The mission of the Congressional-mandated Prince William Sound Regional Community Advisory Committee (PWSRCAC) is to promote the “environmentally safe operation of the Alyeska Terminal and associated tankers,” so the previous rating was “Unfavorable.” It must be “perfect”.
The council helped reduce the risk of another disaster on the Exxon Valdez, but the large underwater noise generated by the tanker and escort tugs, and the pervasive pollution emitted at the same low frequencies used Other important environmental risks and impacts, such as substances, are not addressed. By baleen whales for communication. Require full engine and steering system redundancy on all tankers transporting oil from Valdez to reduce the risk of grounding due to engine or steering failure. Reduce harmful stack emissions (SOx, NOx, PM 2.5, CO2) from tanker fleets. Tanker speeds will also be reduced to 10 knots to reduce the risk of ship strikes with the 11 species of whales that share the Prince William Sound and Gulf of Alaska routes.
For large ships, reducing ship speed to 10 knots has been shown to reduce whale strikes and underwater noise by about 50%, as well as reduce fuel consumption and stack emissions. But when a proposal to reduce tanker speeds in Prince William Sound was considered at a recent council meeting, one councilor complained that there were too many whales these days anyway, and the industry voluntarily reduced tanker speeds by 10 Complained about it even though it was falling into knots. The two to three additional hours such speed reductions would add to Prince William Sound routes to protect whales in California waters could increase fatigue for bridge crews. Therefore, Congress overwhelmingly voted against the recommendation to reduce tanker speeds in Prince William Sound. This was exactly the result the industry was hoping for.
On this and many other environmental issues, the oil industry is currently displaying the same arrogance and resistance to environmental protection in Prince William Sound that it displayed before the 1989 Exxon Valdez disaster. .

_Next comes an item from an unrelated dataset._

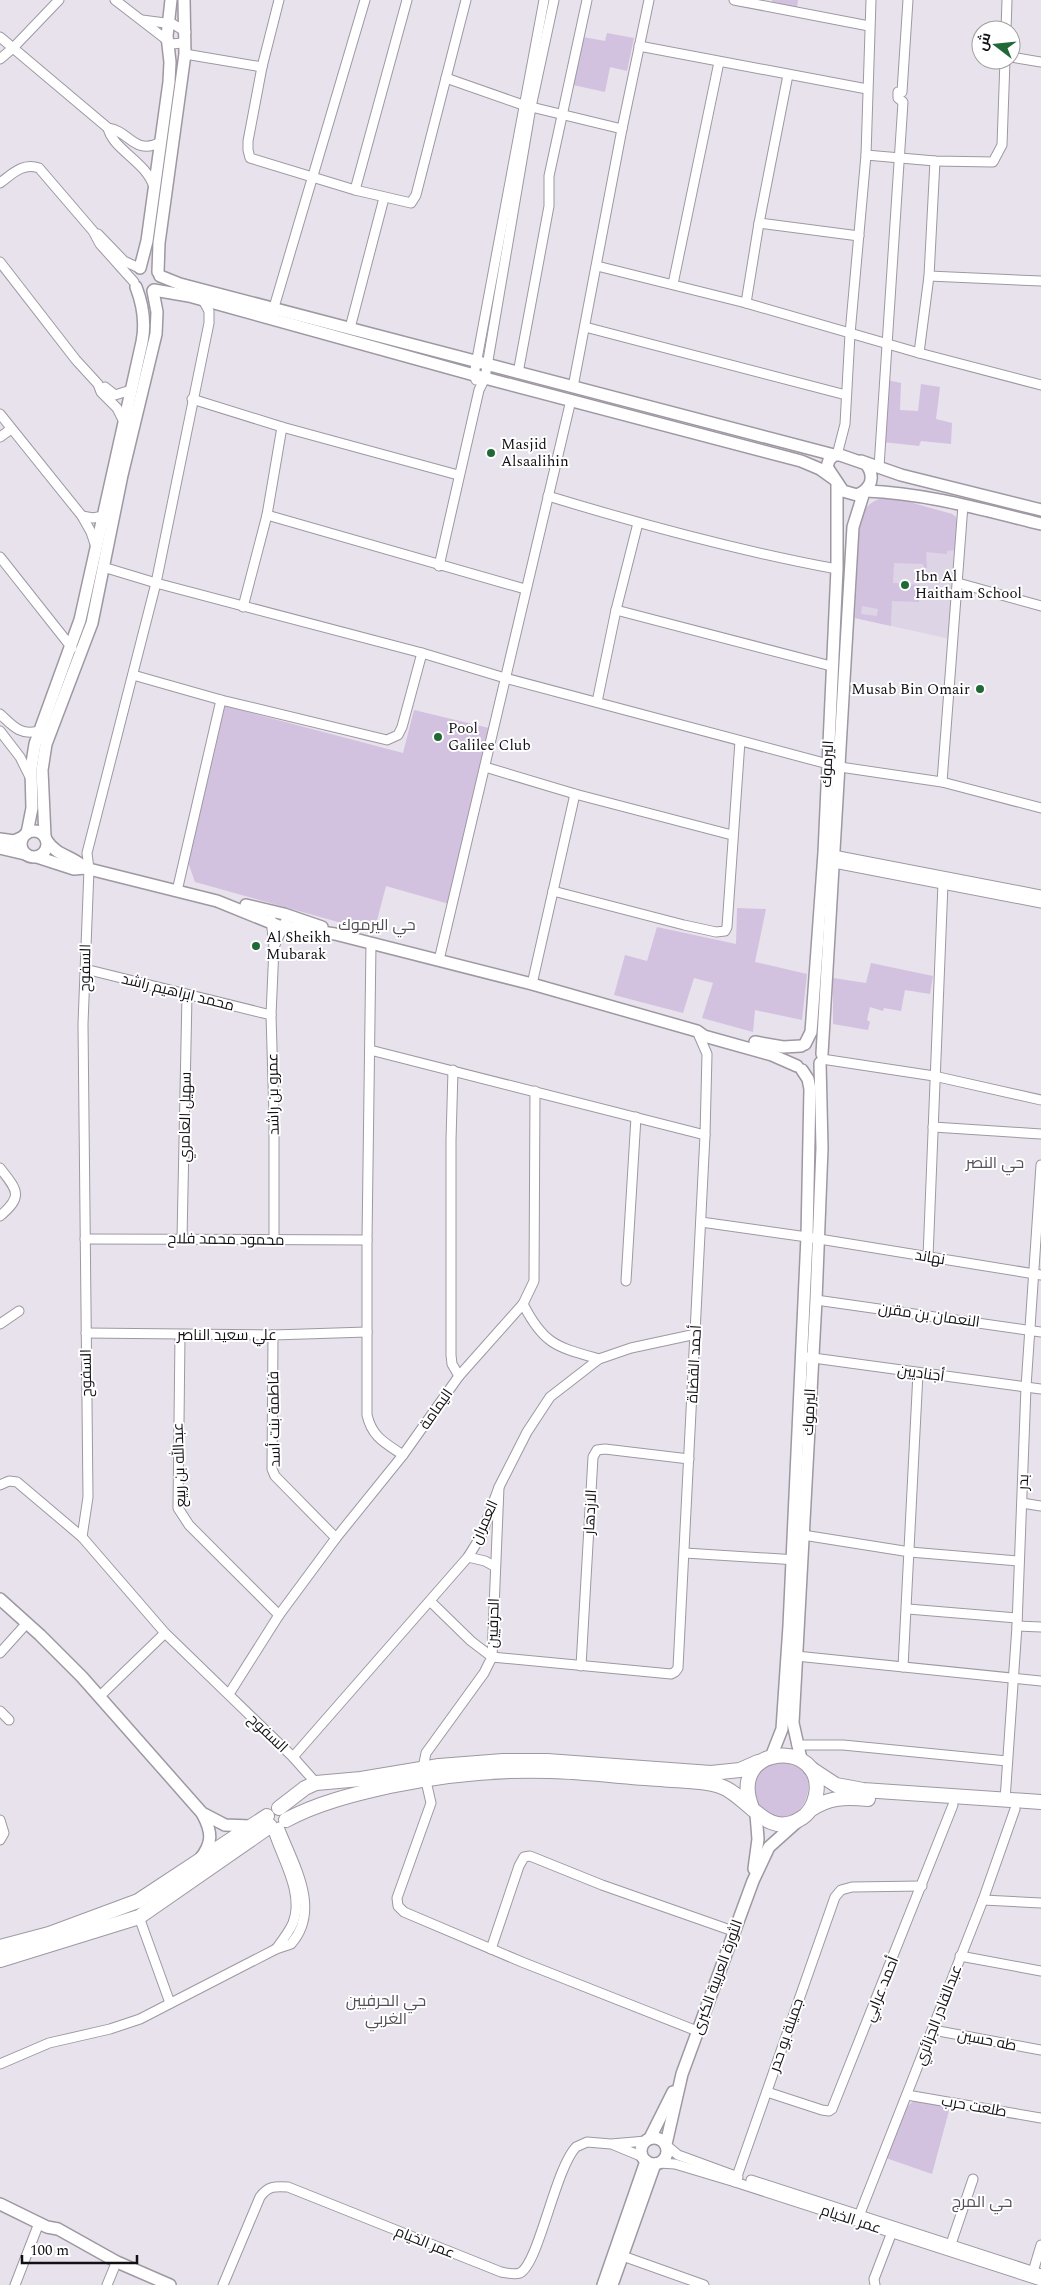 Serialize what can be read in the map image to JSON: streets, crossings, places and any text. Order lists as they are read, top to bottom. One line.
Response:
{"streets":{"street":["اليرموك","السفوح","محمد ابراهيم راشد","عمرو بن راشد","سهيل العامري","محمود محمد فلاح","نهاند","النعمان بن مقرن","علي سعيد الناصر","أحمد القضاة","أجناديين","اليمامة","فاطمة بنت أسد","عبدالله بن ربيع","بدر","الازدهار","العمران","الحرفيين","الثورة العربية الكبرى","أحمد عرابي","عبدالقادر الجزائري","جميلة بو حدر","طه حسين","طلعت حرب","عمر الخيام"]},"crossings":[["اليرموك","نهاند"],["اليرموك","النعمان بن مقرن"],["اليرموك","أجناديين"],["اليرموك","الثورة العربية الكبرى"],["السفوح","محمد ابراهيم راشد"],["السفوح","محمود محمد فلاح"],["السفوح","علي سعيد الناصر"],["السفوح","اليمامة"],["السفوح","العمران"],["محمد ابراهيم راشد","عمرو بن راشد"],["محمد ابراهيم راشد","سهيل العامري"],["عمرو بن راشد","محمود محمد فلاح"],["سهيل العامري","محمود محمد فلاح"],["نهاند","أحمد القضاة"],["نهاند","بدر"],["النعمان بن مقرن","بدر"],["علي سعيد الناصر","فاطمة بنت أسد"],["علي سعيد الناصر","عبدالله بن ربيع"],["أحمد القضاة","الازدهار"],["أحمد القضاة","العمران"],["أجناديين","بدر"],["اليمامة","فاطمة بنت أسد"],["اليمامة","عبدالله بن ربيع"],["بدر","عبدالقادر الجزائري"],["العمران","الحرفيين"],["الثورة العربية الكبرى","عمر الخيام"],["أحمد عرابي","جميلة بو حدر"],["عبدالقادر الجزائري","طه حسين"],["عبدالقادر الجزائري","طلعت حرب"],["عبدالقادر الجزائري","عمر الخيام"],["جميلة بو حدر","عمر الخيام"]],"districts":["حي اليرموك","حي النصر","حي الحرفيين الغربي","حي المرج"],"places":["Masjid Alsaalihin","Ibn Al Haitham School","Musab Bin Omair","Pool Galilee Club","Al Sheikh Mubarak"],"scale_bar":"100 m","north":"left"}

Additionally, the National Oceanic and Atmospheric Administration (NOAA), the federal agency mandated to protect whales, released a shockingly inaccurate and unscientific assessment of the problem in Prince William Sound, stating that only 11 whale species The risk of ship collision was assessed for only one species. Therefore, the tanker's request to slow down was rejected. Relying on this inaccurate federal assessment, tanker owners refused to act voluntarily. So, thanks to this trifecta of indifference and incompetence between NOAA, Prince William Sound tanker owners, and the Citizens Advisory Committee, the oil industry here in Alaska is once again spared from lowering environmental standards.
Today's councils are crippled by their own political bureaucracies and are trapped by the very industries they are supposed to oversee. While some council members and staff passionately advocate the organization's core environmental mission, the group as a whole is dominated by pro-industry/anti-environmental politics, which undermines the council's fundamental purpose. It is. The council became a representative of the oil industry, rather than an oil industry watchdog.

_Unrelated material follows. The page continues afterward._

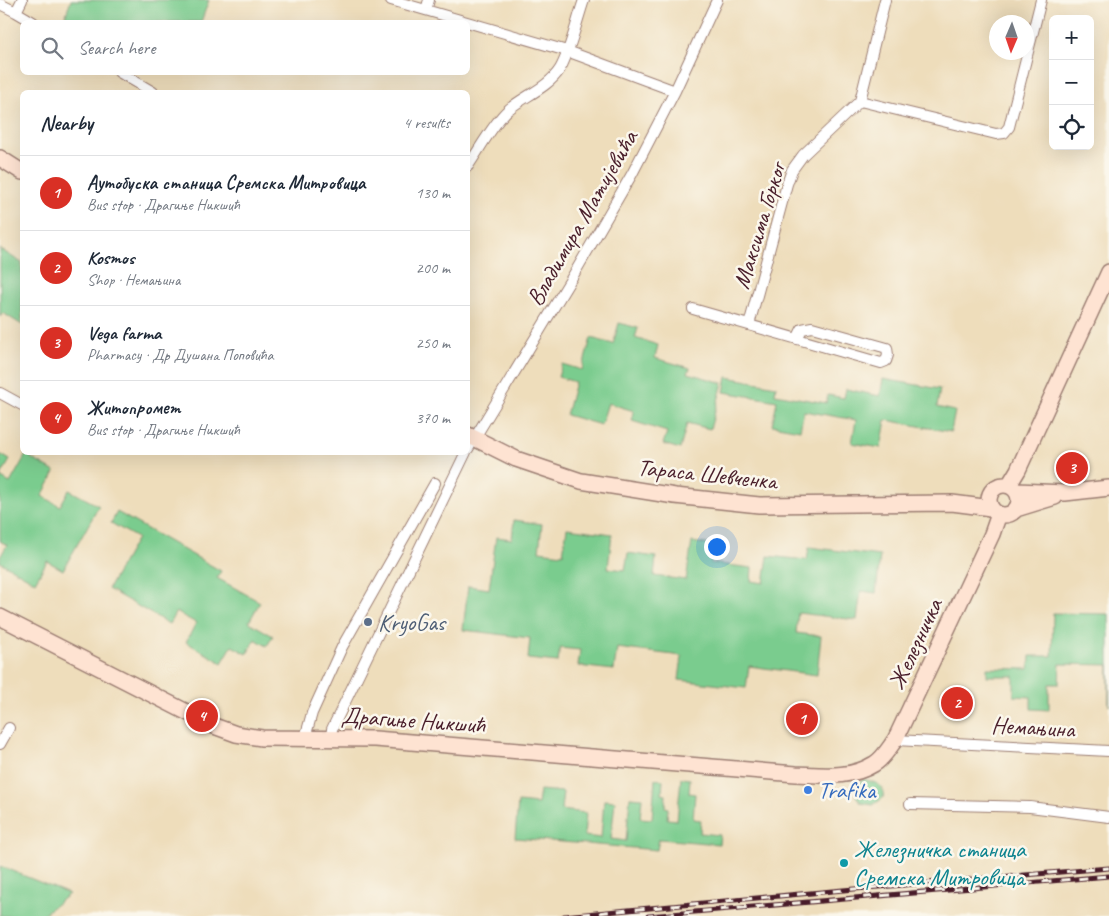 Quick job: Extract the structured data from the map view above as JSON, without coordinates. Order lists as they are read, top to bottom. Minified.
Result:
{"streets":{"street":["Владимира Матијевића","Максима Горког","Тараса Шевченка","Железничка","Драгиње Никшић","Немањина"]},"crossings":[["Владимира Матијевића","Драгиње Никшић"],["Тараса Шевченка","Железничка"],["Железничка","Драгиње Никшић"],["Железничка","Немањина"]],"places":["KryoGas","Trafika","Железничка станица Сремска Митровица"],"north":"bottom","page":{"map_buttons":["+","−"],"search":"Search here","heading":["Nearby","4 results"],"list":[{"mark":"1","name":"Аутобуска станица Сремска Митровица","note":"Bus stop · Драгиње Никшић","value":"130 m"},{"mark":"2","name":"Kosmos","note":"Shop · Немањина","value":"200 m"},{"mark":"3","name":"Vega farma","note":"Pharmacy · Др Душана Поповића","value":"250 m"},{"mark":"4","name":"Житопромет","note":"Bus stop · Драгиње Никшић","value":"370 m"}],"pins":["3","2","4","1"]}} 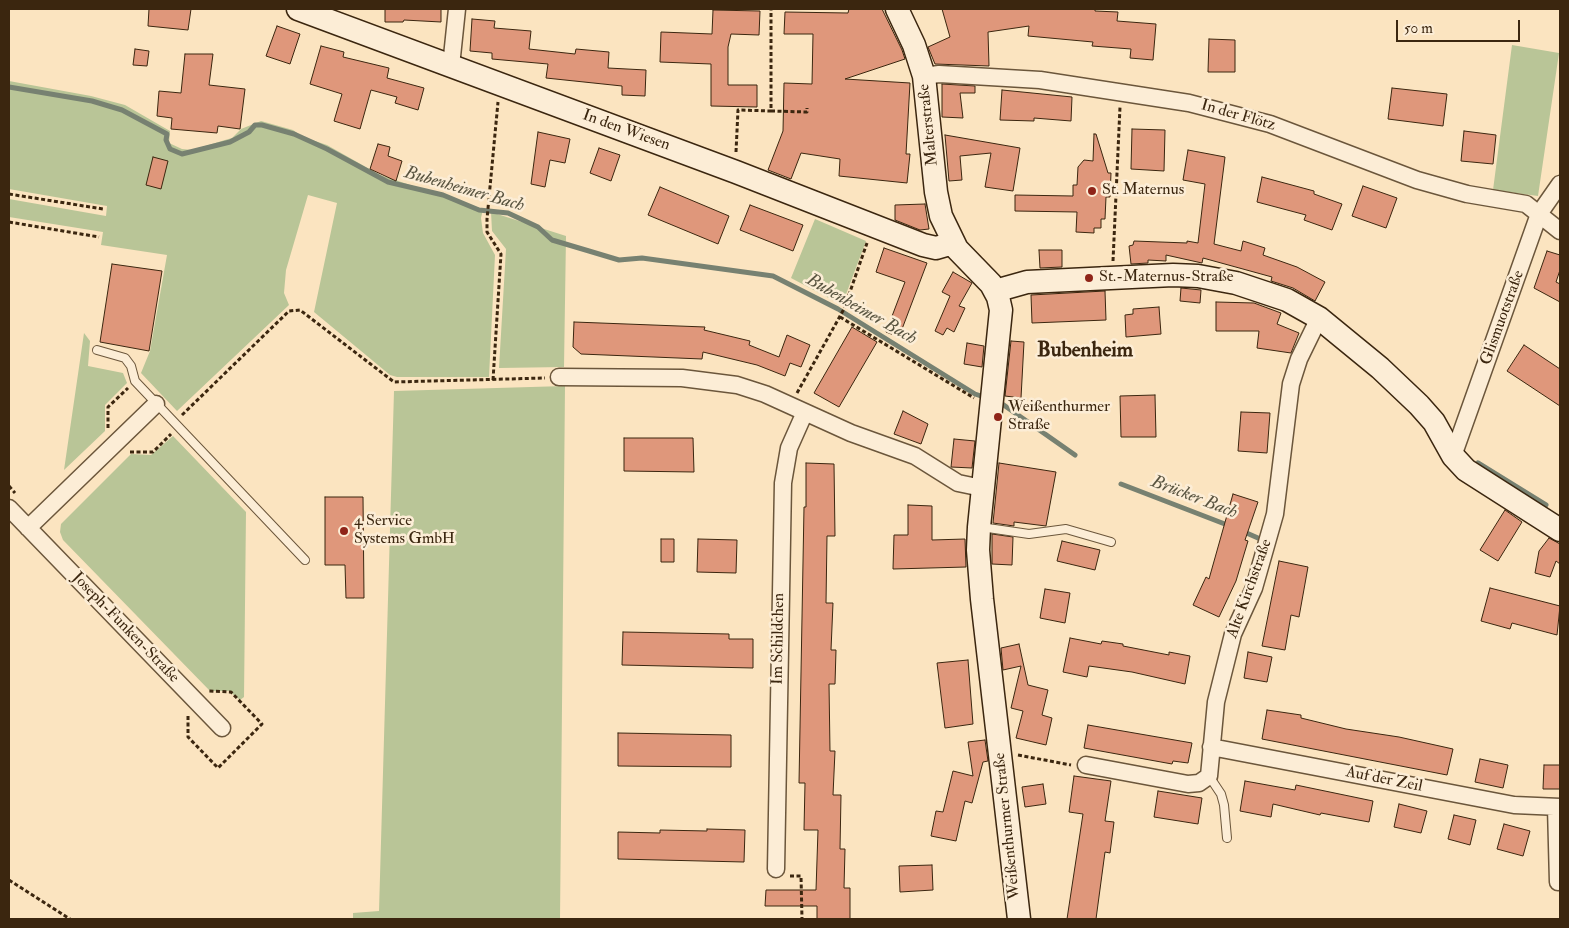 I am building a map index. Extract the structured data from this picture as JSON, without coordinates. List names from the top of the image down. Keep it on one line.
{"streets":{"street":["In der Flötz","Malterstraße","In den Wiesen","Glismuotstraße","Alte Kirchstraße","Joseph-Funken-Straße","Im Schildchen","Auf der Zeil","Weißenthurmer Straße"]},"crossings":[["In der Flötz","Malterstraße"],["In der Flötz","Glismuotstraße"],["Malterstraße","In den Wiesen"],["Malterstraße","Weißenthurmer Straße"],["In den Wiesen","Weißenthurmer Straße"],["Alte Kirchstraße","Auf der Zeil"]],"districts":["Bubenheim"],"water":["Bubenheimer Bach","Brücker Bach"],"places":["St. Maternus","St.-Maternus-Straße","Weißenthurmer Straße","4 Service Systems GmbH"],"scale_bar":"50 m"}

Currently, funding for the Citizens Advisory Council comes directly from the oil industry (Alyeska Pipeline Service Company), so we would like to transfer that funding to the federal government's Oil Spill Liability Trust Fund, which would allow Congress to The time has come to insulate from the direct financial impact of industry.

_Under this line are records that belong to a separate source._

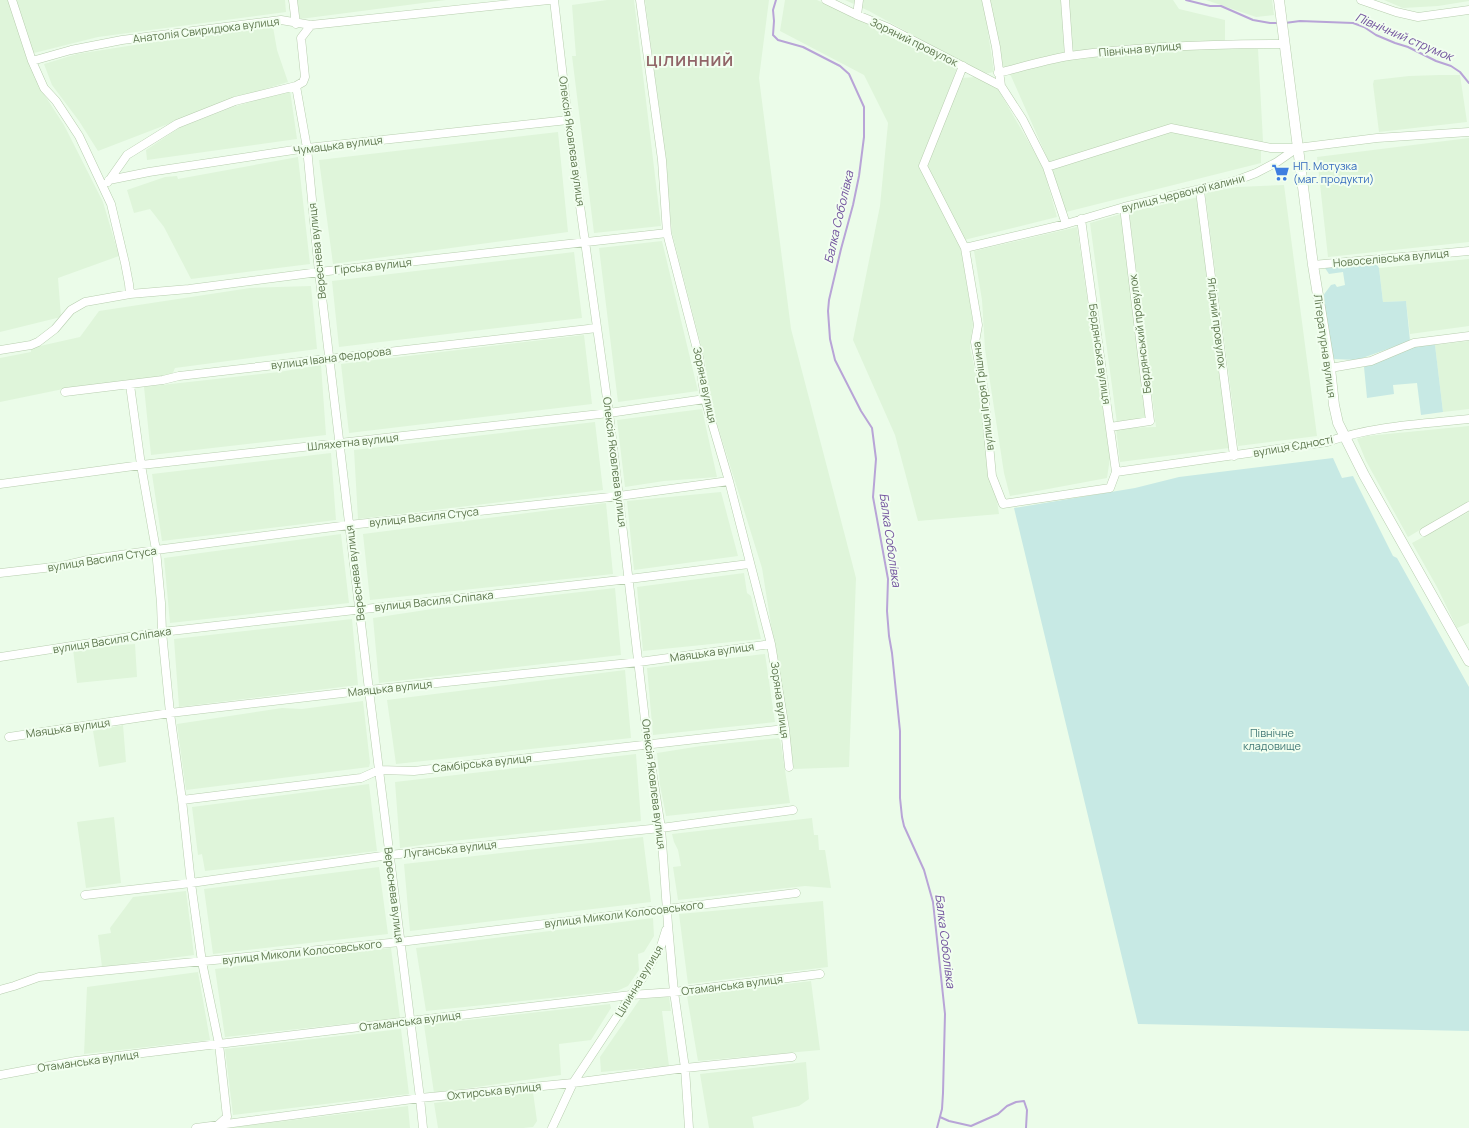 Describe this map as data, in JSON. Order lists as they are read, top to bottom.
{
  "streets": {
    "street": [
      "Анатолія Свиридюка вулиця",
      "Зоряний провулок",
      "Північна вулиця",
      "Олексія Яковлєва вулиця",
      "Чумацька вулиця",
      "вулиця Червоної калини",
      "Вереснева вулиця",
      "Новоселівська вулиця",
      "Гірська вулиця",
      "Ягідний провулок",
      "Бердянський провулок",
      "Літературна вулиця",
      "Бердянська вулиця",
      "вулиця Івана Федорова",
      "Зоряна вулиця",
      "вулиця Ігоря Грішина",
      "Шляхетна вулиця",
      "вулиця Єдності",
      "вулиця Василя Стуса",
      "вулиця Василя Сліпака",
      "Маяцька вулиця",
      "Самбірська вулиця",
      "Луганська вулиця",
      "вулиця Миколи Колосовського",
      "Цілинна вулиця",
      "Отаманська вулиця",
      "Охтирська вулиця"
    ]
  },
  "crossings": [
    ["Зоряний провулок", "вулиця Ігоря Грішина"],
    ["Північна вулиця", "Літературна вулиця"],
    ["Олексія Яковлєва вулиця", "Чумацька вулиця"],
    ["Олексія Яковлєва вулиця", "Гірська вулиця"],
    ["Олексія Яковлєва вулиця", "вулиця Івана Федорова"],
    ["Олексія Яковлєва вулиця", "Шляхетна вулиця"],
    ["Олексія Яковлєва вулиця", "вулиця Василя Стуса"],
    ["Олексія Яковлєва вулиця", "вулиця Василя Сліпака"],
    ["Олексія Яковлєва вулиця", "Маяцька вулиця"],
    ["Олексія Яковлєва вулиця", "Самбірська вулиця"],
    ["Олексія Яковлєва вулиця", "Луганська вулиця"],
    ["Олексія Яковлєва вулиця", "вулиця Миколи Колосовського"],
    ["Олексія Яковлєва вулиця", "Цілинна вулиця"],
    ["Чумацька вулиця", "Вереснева вулиця"],
    ["вулиця Червоної калини", "Ягідний провулок"],
    ["вулиця Червоної калини", "Бердянський провулок"],
    ["вулиця Червоної калини", "Літературна вулиця"],
    ["вулиця Червоної калини", "Бердянська вулиця"],
    ["вулиця Червоної калини", "вулиця Ігоря Грішина"],
    ["Вереснева вулиця", "Гірська вулиця"],
    ["Вереснева вулиця", "вулиця Івана Федорова"],
    ["Вереснева вулиця", "Шляхетна вулиця"],
    ["Вереснева вулиця", "вулиця Василя Стуса"],
    ["Вереснева вулиця", "вулиця Василя Сліпака"],
    ["Вереснева вулиця", "Маяцька вулиця"],
    ["Вереснева вулиця", "Самбірська вулиця"],
    ["Вереснева вулиця", "Луганська вулиця"],
    ["Вереснева вулиця", "вулиця Миколи Колосовського"],
    ["Вереснева вулиця", "Отаманська вулиця"],
    ["Вереснева вулиця", "Охтирська вулиця"],
    ["Новоселівська вулиця", "Літературна вулиця"],
    ["Гірська вулиця", "Зоряна вулиця"],
    ["Ягідний провулок", "вулиця Єдності"],
    ["Бердянський провулок", "Бердянська вулиця"],
    ["Літературна вулиця", "вулиця Єдності"],
    ["Бердянська вулиця", "вулиця Ігоря Грішина"],
    ["Бердянська вулиця", "вулиця Єдності"],
    ["Зоряна вулиця", "Шляхетна вулиця"],
    ["Зоряна вулиця", "вулиця Василя Стуса"],
    ["Зоряна вулиця", "вулиця Василя Сліпака"],
    ["Зоряна вулиця", "Маяцька вулиця"],
    ["Зоряна вулиця", "Самбірська вулиця"],
    ["Цілинна вулиця", "Отаманська вулиця"],
    ["Цілинна вулиця", "Охтирська вулиця"]
  ],
  "districts": ["ЦІЛИННИЙ"],
  "water": ["Північний струмок", "Балка Соболівка"],
  "parks": ["Північне кладовище"],
  "places": {
    "supermarket": ["НП. Мотузка (маг. продукти)"]
  }
}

Additionally, existing Citizens' Councils are authorized by the Oil Pollution Act of 1990, OPA 90, only as “alternative voluntary advisory groups” in place of certain Regional Residents' Advisory Councils (RCACs) required by that Act. As such, it is subject to periodic recertification by the federal government for compliance with the requirements of the law. Does the current PWSRCAC actually fully meet the essential provisions of OPA 90, or should the government revoke the recognition of the current PWSRCAC as an Alternative Voluntary Council and proceed with the establishment of an effective RCAC itself? It is the federal government's responsibility to reevaluate the This fully satisfies the national interest in providing independent environmental monitoring of oil transportation in PWS.
The Citizens Advisory Committee is a critical component of the environmental safety net for oil shipments through Prince William Sound, but it is on the wrong track and needs a course correction. The Council will cease to be a coquettish apologist for the oil industry and fully recommit to its vital environmental oversight mission, reducing oil's environmental footprint, risks and impacts to the greatest extent possible. We need to hold the PWS oil industry to the highest global standards.
Rick Steiner is an Anchorage marine conservation biologist who served as marine consultant for the University of Alaska in Prince William Sound, Cordova, from 1983 to 1996, and was one of the founders of PWSRCAC in 1989.